What you are asked to do. From the records below, give the number of lines that include the word "sheet". Add no other words.

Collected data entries
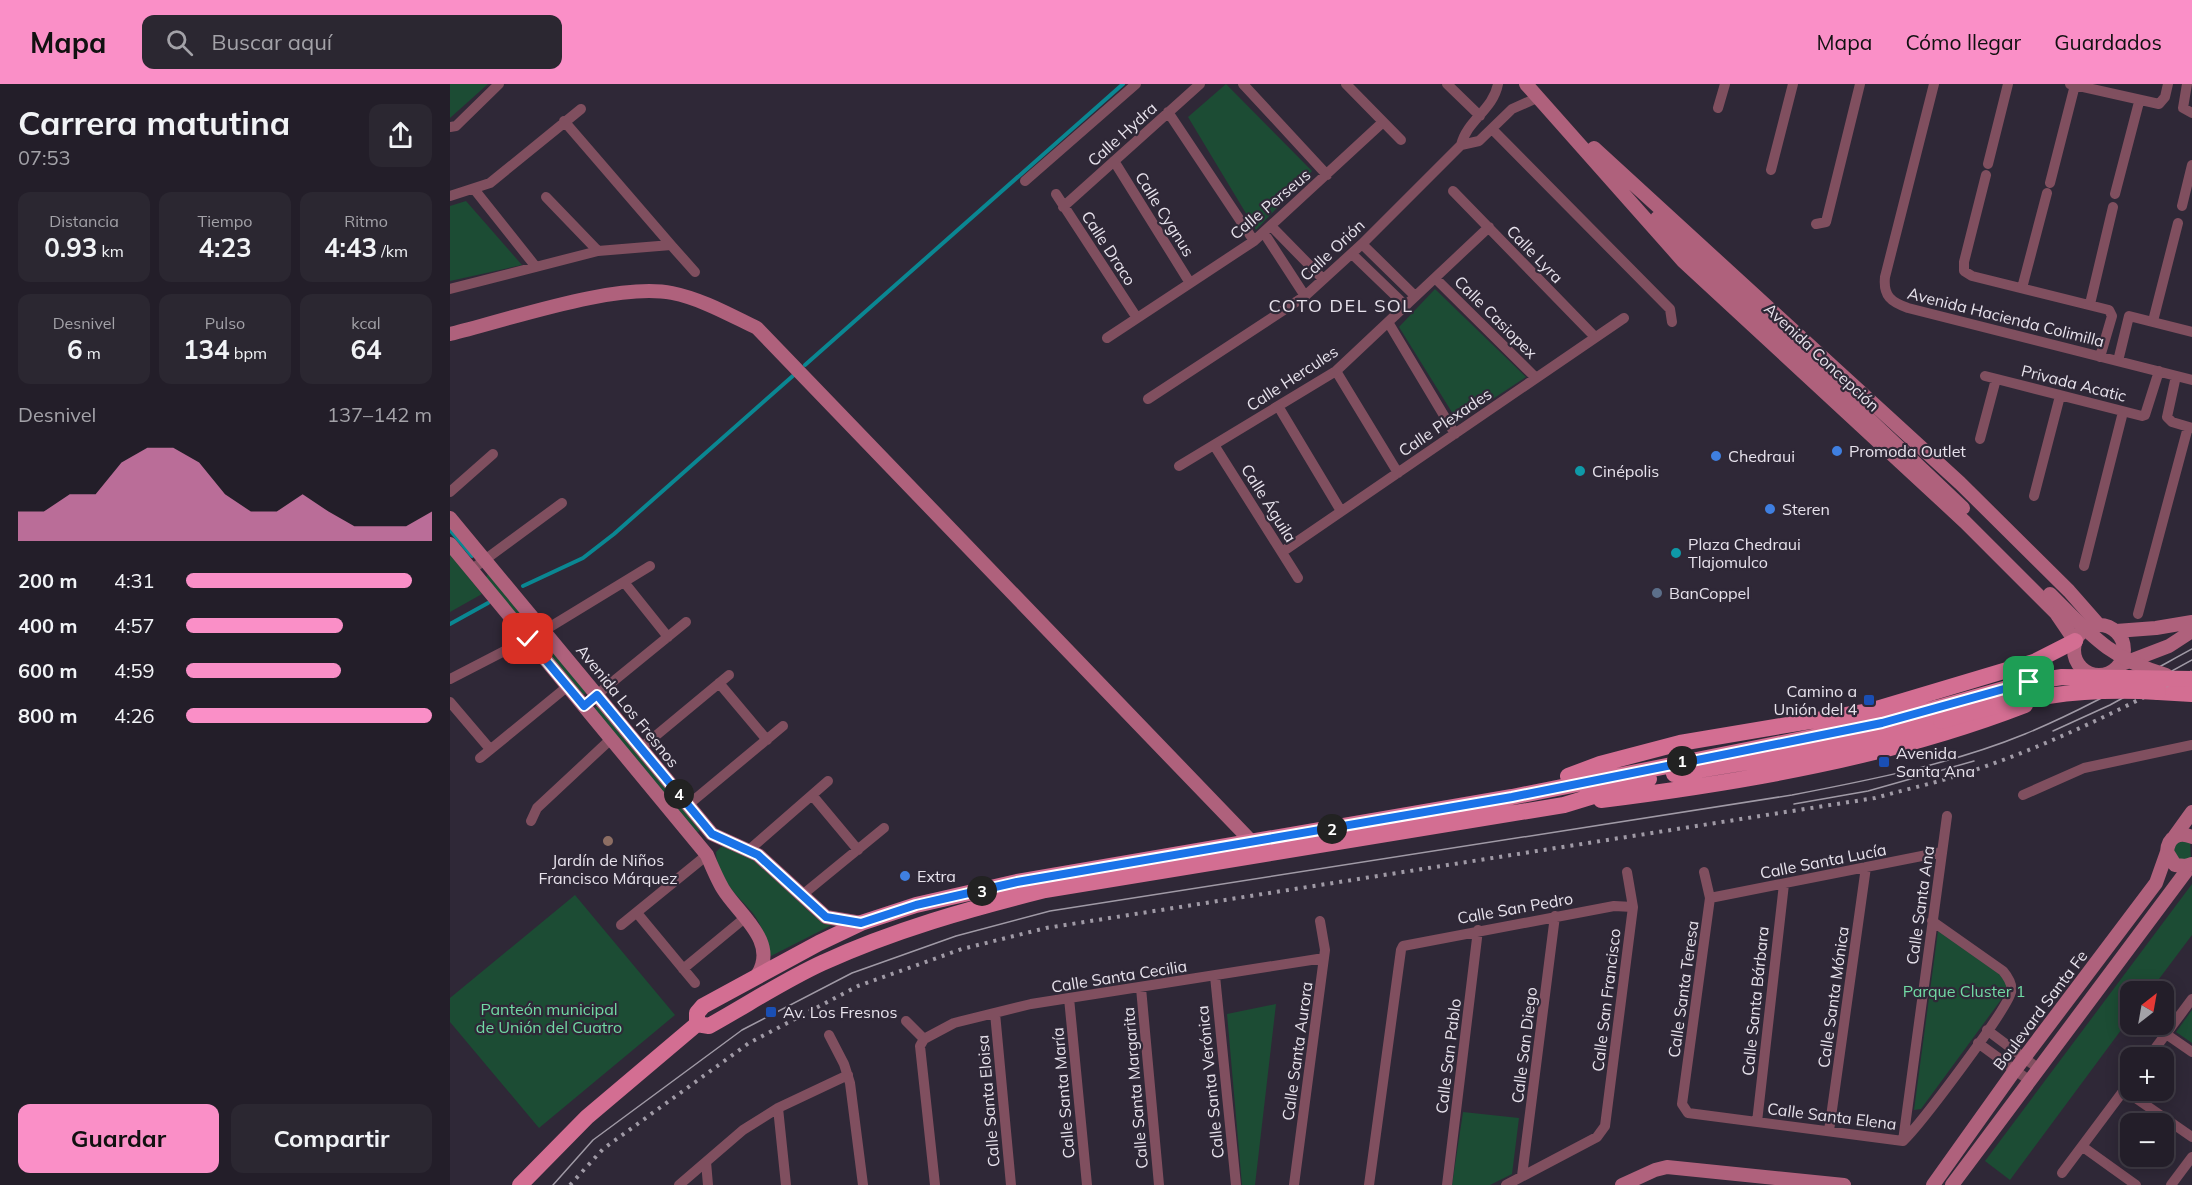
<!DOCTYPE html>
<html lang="es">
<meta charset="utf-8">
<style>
:root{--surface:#231e29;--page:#2b2731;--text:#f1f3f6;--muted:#a3a2a8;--line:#403c46;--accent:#fa8fc7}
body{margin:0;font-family:Mulish,sans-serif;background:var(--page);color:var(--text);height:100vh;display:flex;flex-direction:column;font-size:22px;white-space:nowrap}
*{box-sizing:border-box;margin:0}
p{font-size:20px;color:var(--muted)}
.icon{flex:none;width:33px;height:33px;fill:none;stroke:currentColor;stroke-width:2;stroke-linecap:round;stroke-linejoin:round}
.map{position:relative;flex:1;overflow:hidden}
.sheet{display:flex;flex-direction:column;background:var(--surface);width:450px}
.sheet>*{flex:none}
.needle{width:39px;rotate:31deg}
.controls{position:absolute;left:1670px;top:897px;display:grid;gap:12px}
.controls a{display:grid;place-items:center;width:54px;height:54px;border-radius:12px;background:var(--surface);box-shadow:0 3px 15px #0003,0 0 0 2px var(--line);font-size:30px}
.pin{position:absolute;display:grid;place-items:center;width:51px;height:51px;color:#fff;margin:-26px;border-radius:12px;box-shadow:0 3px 9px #0006}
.km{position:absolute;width:30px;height:30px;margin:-15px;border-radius:50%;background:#222;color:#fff;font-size:16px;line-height:30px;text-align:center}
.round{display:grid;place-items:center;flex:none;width:63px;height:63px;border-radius:12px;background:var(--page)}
.headline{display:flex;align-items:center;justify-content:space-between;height:102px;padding:0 18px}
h1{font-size:33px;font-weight:700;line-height:45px}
.metrics{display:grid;grid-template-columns:repeat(3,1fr);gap:9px;height:102px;padding:6px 18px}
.metrics div{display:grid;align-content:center;border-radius:12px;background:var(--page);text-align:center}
.metrics b{font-size:26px;font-weight:700}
.metrics small{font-size:16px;font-weight:400}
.metrics p{font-size:16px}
.chart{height:168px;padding:12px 18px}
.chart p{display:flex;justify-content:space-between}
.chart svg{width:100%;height:108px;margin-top:6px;fill:var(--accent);opacity:.7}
.button{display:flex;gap:12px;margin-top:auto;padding:12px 18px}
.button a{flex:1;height:69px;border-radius:12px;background:var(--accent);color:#111;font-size:24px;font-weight:700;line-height:69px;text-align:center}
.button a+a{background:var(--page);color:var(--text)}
ul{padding:0 18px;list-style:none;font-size:20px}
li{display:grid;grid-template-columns:96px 72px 1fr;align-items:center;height:45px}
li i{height:15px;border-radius:8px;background:var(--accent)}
header{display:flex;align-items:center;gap:36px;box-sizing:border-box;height:84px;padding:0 30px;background:var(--accent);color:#111}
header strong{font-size:28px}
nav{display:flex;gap:33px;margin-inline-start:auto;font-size:21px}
.search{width:420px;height:54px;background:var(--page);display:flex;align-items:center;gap:15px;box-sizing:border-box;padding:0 21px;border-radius:12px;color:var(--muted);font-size:22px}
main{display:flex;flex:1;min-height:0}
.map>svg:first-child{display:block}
</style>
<header>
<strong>Mapa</strong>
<div class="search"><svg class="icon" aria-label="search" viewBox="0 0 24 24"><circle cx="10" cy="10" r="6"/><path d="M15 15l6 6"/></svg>Buscar aquí</div>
<nav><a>Mapa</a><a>Cómo llegar</a><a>Guardados</a></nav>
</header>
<main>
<section class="sheet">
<div class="headline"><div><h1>Carrera matutina</h1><p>07:53</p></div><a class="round"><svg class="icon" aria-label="share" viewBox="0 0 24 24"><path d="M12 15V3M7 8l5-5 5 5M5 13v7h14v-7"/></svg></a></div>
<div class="metrics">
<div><p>Distancia</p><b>0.93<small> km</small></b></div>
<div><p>Tiempo</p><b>4:23</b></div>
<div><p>Ritmo</p><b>4:43<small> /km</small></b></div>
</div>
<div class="metrics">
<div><p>Desnivel</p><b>6<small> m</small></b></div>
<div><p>Pulso</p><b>134<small> bpm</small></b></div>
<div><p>kcal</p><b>64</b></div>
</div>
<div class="chart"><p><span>Desnivel</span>137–142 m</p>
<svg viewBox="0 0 160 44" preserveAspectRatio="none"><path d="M0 44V32L10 32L20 25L30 25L40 12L50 6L60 6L70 12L80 25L90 32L100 32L110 25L120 32L130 38L140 38L150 38L160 32V44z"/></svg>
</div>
<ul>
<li><b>200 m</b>4:31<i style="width:92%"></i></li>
<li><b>400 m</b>4:57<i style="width:64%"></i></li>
<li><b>600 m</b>4:59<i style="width:63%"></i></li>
<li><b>800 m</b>4:26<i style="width:100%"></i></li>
</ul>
<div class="button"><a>Guardar</a><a>Compartir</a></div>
</section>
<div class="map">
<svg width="1742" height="1101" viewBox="0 0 1742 1101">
<rect width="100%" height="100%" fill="#2f2837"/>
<path fill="#1c4c34" d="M0,0H38L0,34Z
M776,0L862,87L806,146L738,33Z
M16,117L72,181L0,197V122Z
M985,205L1076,293L1008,338L949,243Z
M0,470L32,510L0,528Z
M38,489L137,606L135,610H130L36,494Z
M146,623H150L250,744L249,748L245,747L144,627Z
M1726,757L1740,758L1741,775L1730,778L1722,763Z
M280,762L302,773L364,832L384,840L321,872C316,857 312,840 302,828C286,810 267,795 266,768L271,763Z
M1742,800V851L1700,907L1680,908V934L1560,1096L1535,1077Z
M125,811L225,931L89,1044L0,938V914Z
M1488,847L1548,889L1556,898V909L1471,1025L1464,1026Z
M826,920L805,1101H792L777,930Z
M1742,926V959L1726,948Z
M1013,1028L1069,1034L1062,1090L1040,1101H1002Z"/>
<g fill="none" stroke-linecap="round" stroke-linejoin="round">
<path stroke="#0a8792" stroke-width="4" d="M355,281L673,0
M0,446L22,472
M73,502L133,474L164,450L345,290
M0,540L38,519"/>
<path stroke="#804f5f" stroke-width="10" d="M793,0L877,91
M896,0L951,56
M997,0L1030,32
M1484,0L1435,193C1433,212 1441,218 1458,224L1742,296
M1620,0L1709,20L1715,13L1718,0
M1737,0L1733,24L1742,29
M1268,24L1275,0
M718,28L804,157
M0,43L6,42L49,0
M1042,45L1220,225L1222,238
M1011,61L1029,57L1062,25L1089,13
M664,77L740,199
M1538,80L1558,0
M1321,86L1343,0
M1536,91L1514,178V187L1522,192L1659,226L1662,232L1650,273
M575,97L686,0
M1600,99L1625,1
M24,105L86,183
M1003,107L1145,253
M606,110L687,234
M1665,110L1689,18
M0,112L40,99L131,25
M96,113L148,167
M1732,122L1742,81
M613,123L750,0
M1366,140L1376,138L1410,0
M821,142L873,195
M814,149L855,212
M912,160L965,212
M221,161L245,188
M902,170L956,222
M985,194L1086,294
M1572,204L1597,109
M0,205L148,167L221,161L114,37
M1640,220L1663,123
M1703,237L1728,139
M938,238L1005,350
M657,254L804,157L933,38
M1668,277L1679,232L1742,248
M886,287L948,389
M1535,292L1692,332L1695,331L1709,287
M1726,292L1717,333L1722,338L1742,344
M698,315L855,212L912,160L1011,61C1017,36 1043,26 1048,0
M828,322L891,427
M1530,355L1546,295
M764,361L848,494
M729,382L886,287L1039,143
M0,408L43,370
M1584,412L1610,312
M832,468L1174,234
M1634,482L1673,328
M21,486L112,419
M174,498L218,553
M1688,530L1738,343
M95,546L200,482
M0,595L78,555
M269,599L317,656
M0,618L40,665
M133,622L236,538
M191,664L279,591
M30,674L118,602
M362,711L408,766
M1573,711L1634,684L1742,661
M238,721L333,642
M81,737L87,724L161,655
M299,766L378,697
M1254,788L1260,814L1232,1020L1238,1029L1453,1057C1470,1041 1557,926 1561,908C1563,900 1558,893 1553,887L1482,837
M351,812L434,744
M1260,814L1492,768
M187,829L245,899
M171,841L257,771
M233,885L296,833
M765,892L786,1101
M691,904L709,1101
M619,914L637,1101
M545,929L561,1101
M456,937L474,955L470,962L485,1101
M1537,946L1589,985
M1716,950L1742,968
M379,951L394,980L400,999L413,1101
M474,955L504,939L581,920L874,874
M1528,959L1580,997
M1698,974L1742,915
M1674,1006L1742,1053
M328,1024L336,1101
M1307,1038L1334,800
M1379,1047L1416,783
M1453,1057L1497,732
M1633,1063L1686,1101
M256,1078L258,1101
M1612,1089L1680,998
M1072,1092L1105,832
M229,1101L293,1046L328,1024L398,991
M844,1101L875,866L870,837
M919,1101L951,866L953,862L1164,822L1183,823
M997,1101L1028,846
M1056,1101L1147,1053L1155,1042L1183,823L1177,788
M1721,1101L1742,1073"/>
<path stroke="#af617c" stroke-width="14" d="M1076,0L1233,177L1515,438L1606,529L1625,557
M1144,64L1510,399L1619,507L1648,540
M1207,134L1513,424
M0,250C58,236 166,198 222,209C252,215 280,231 307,244L803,759
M0,434L262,750L308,771L376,833L411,839
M0,460L257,771C262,783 267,795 273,805C289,831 328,857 308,890
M1624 566a25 25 0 1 1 50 0a25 25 0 1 1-50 0Z
M1666,547L1706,544L1742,538
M1672,580L1719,562L1742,547
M1724,753L1742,728
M1742,753C1729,747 1718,753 1717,768L1725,781L1736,782L1742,780
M1172,1101L1205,1086L1217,1083L1394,1101
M1483,1101L1565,986L1706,799L1717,768
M1502,1101L1741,781"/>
<path stroke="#d36e92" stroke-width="16" d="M1708,608L1742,610
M1224,690L1383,664L1491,637
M1118,692L1150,680L1230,659L1420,627L1584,578L1625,557
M1151,716C1294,698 1441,673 1575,621
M247,940V929L253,922L369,859L411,839L466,821L567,798L1062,713L1432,639L1487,624
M247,940L259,942C297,921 333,897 372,879C444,846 519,825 595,806L1114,721L1199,695
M70,1101L137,1033L247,940"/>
<path stroke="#a09aa6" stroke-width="1.5" d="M1603,647L1660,621L1742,576
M1344,720L1418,707L1524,677
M103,1101L143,1056L292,946L402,889L506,852L600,827L1342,711C1420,696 1502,680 1575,650C1633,626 1687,595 1742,565"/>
<path stroke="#a09aa6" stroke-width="4" stroke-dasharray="3 6" stroke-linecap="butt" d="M120,1101L153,1065L299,959L408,902L512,865L596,844L1425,714C1457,705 1490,698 1522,687C1599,661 1671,626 1742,588"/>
<path stroke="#af617c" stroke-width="14" d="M1600,510C1641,551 1659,574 1716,591"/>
<path stroke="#d36e92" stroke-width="16" d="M1487,624L1579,598L1612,593L1742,595
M1491,637C1568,614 1627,603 1708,608"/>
</g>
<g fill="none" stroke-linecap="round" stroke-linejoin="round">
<g stroke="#fff" stroke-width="12">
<path id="route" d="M78,555L134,622L147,611L262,750L308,771L376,833L411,839L466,821L567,798L1062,713L1432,639L1579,598"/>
</g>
<use href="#route" stroke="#1a73e8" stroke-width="8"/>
</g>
<g fill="#3f7fe0" stroke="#2f2837" stroke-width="2">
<circle cx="1387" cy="367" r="6"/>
<circle cx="1266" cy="372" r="6"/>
<circle cx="1320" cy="425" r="6"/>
<circle cx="455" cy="792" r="6"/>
</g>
<g fill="#0f9aa8" stroke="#2f2837" stroke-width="2">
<circle cx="1130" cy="387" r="6"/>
<circle cx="1226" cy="469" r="6"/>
</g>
<circle fill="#5c6f8a" stroke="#2f2837" stroke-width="2" cx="1207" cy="509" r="6"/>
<g fill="#1a4fb4" stroke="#2f2837" stroke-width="2">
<rect x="1413" y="610" width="12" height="12" rx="3"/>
<rect x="1428" y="672" width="12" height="12" rx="3"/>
<rect x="315" y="922" width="12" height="12" rx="3"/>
</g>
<circle fill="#8d6e63" stroke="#2f2837" stroke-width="2" cx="158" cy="757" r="6"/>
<g text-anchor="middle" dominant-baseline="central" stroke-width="4.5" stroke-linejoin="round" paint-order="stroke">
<g font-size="16" fill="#e7e2ec" stroke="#2f2837">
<text transform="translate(672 50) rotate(-42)">Calle Hydra</text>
<text transform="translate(820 120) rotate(-40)">Calle Perseus</text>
<text transform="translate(715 130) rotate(58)">Calle Cygnus</text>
<text transform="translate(659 164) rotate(57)">Calle Draco</text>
<text transform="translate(882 166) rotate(-43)">Calle Orión</text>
<text transform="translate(1085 170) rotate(46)">Calle Lyra</text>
<text transform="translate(1046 233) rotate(45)">Calle Casiopex</text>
<text transform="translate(1556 233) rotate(14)">Avenida Hacienda Colimilla</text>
<text transform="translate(1372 273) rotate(43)">Avenida Concepción</text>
<text transform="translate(842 294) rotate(-33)">Calle Hercules</text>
<text transform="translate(1624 299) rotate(14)">Privada Acatic</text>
<text transform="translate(995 338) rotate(-34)">Calle Plexades</text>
<text transform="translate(819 419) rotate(58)">Calle Águila</text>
<text transform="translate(178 622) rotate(51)">Avenida Los Fresnos</text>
<text transform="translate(1373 777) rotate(-11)">Calle Santa Lucía</text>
<text transform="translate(1470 821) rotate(-82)">Calle Santa Ana</text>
<text transform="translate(1065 824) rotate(-10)">Calle San Pedro</text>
<text transform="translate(669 892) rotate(-9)">Calle Santa Cecilia</text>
<text transform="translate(1233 905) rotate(-82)">Calle Santa Teresa</text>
<text transform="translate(1383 913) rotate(-82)">Calle Santa Mónica</text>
<text transform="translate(1156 916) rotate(-83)">Calle San Francisco</text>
<text transform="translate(1305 917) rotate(-84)">Calle Santa Bárbara</text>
<text transform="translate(1590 926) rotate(-53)">Boulevard Santa Fe</text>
<text transform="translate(1074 961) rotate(-83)">Calle San Diego</text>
<text transform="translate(847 967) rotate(-82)">Calle Santa Aurora</text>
<text transform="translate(998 972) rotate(-83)">Calle San Pablo</text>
<text transform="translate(760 998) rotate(-96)">Calle Santa Verónica</text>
<text transform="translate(685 1004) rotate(-95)">Calle Santa Margarita</text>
<text transform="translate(613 1009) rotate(-95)">Calle Santa María</text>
<text transform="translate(538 1017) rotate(-95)">Calle Santa Eloisa</text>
<text transform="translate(1382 1032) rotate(7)">Calle Santa Elena</text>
</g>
<g font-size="16" fill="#e7e2ec" stroke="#2f2837" text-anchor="start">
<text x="1399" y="367">Promoda Outlet</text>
<text x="1278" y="372">Chedraui</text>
<text x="1142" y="387">Cinépolis</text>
<text x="1332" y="425">Steren</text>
<text x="1238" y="460">Plaza Chedraui<tspan x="1238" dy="18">Tlajomulco</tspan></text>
<text x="1219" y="509">BanCoppel</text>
<text x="1407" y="607" text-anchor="end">Camino a<tspan x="1407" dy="18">Unión del 4</tspan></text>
<text x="1446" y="669">Avenida<tspan x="1446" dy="18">Santa Ana</tspan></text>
<text x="158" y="776" text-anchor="middle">Jardín de Niños<tspan x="158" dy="18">Francisco Márquez</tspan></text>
<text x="467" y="792">Extra</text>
<text x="333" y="928">Av. Los Fresnos</text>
</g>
<g font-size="16" fill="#71daa4" stroke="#2f2837">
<text x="1514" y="907">Parque Cluster 1</text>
<text x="99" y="925">Panteón municipal<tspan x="99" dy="18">de Unión del Cuatro</tspan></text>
</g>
<g font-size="18" letter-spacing="1.5" fill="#e7e2ec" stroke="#2f2837">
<text x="891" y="221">COTO DEL SOL</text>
</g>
</g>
</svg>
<div class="controls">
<a><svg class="needle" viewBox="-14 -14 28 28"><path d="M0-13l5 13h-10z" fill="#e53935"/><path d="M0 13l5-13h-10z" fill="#a3a2a8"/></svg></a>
<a>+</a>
<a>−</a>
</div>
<div class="pin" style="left:1579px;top:598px;background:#1e9e55"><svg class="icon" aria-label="arrive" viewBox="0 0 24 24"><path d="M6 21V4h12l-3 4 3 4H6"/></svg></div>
<div class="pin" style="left:78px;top:555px;background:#d93025"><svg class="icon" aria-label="check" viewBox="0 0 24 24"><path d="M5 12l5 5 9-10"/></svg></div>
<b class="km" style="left:1232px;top:677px">1</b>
<b class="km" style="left:882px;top:745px">2</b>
<b class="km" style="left:532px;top:807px">3</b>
<b class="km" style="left:229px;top:710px">4</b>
</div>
</main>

Response to this task. 3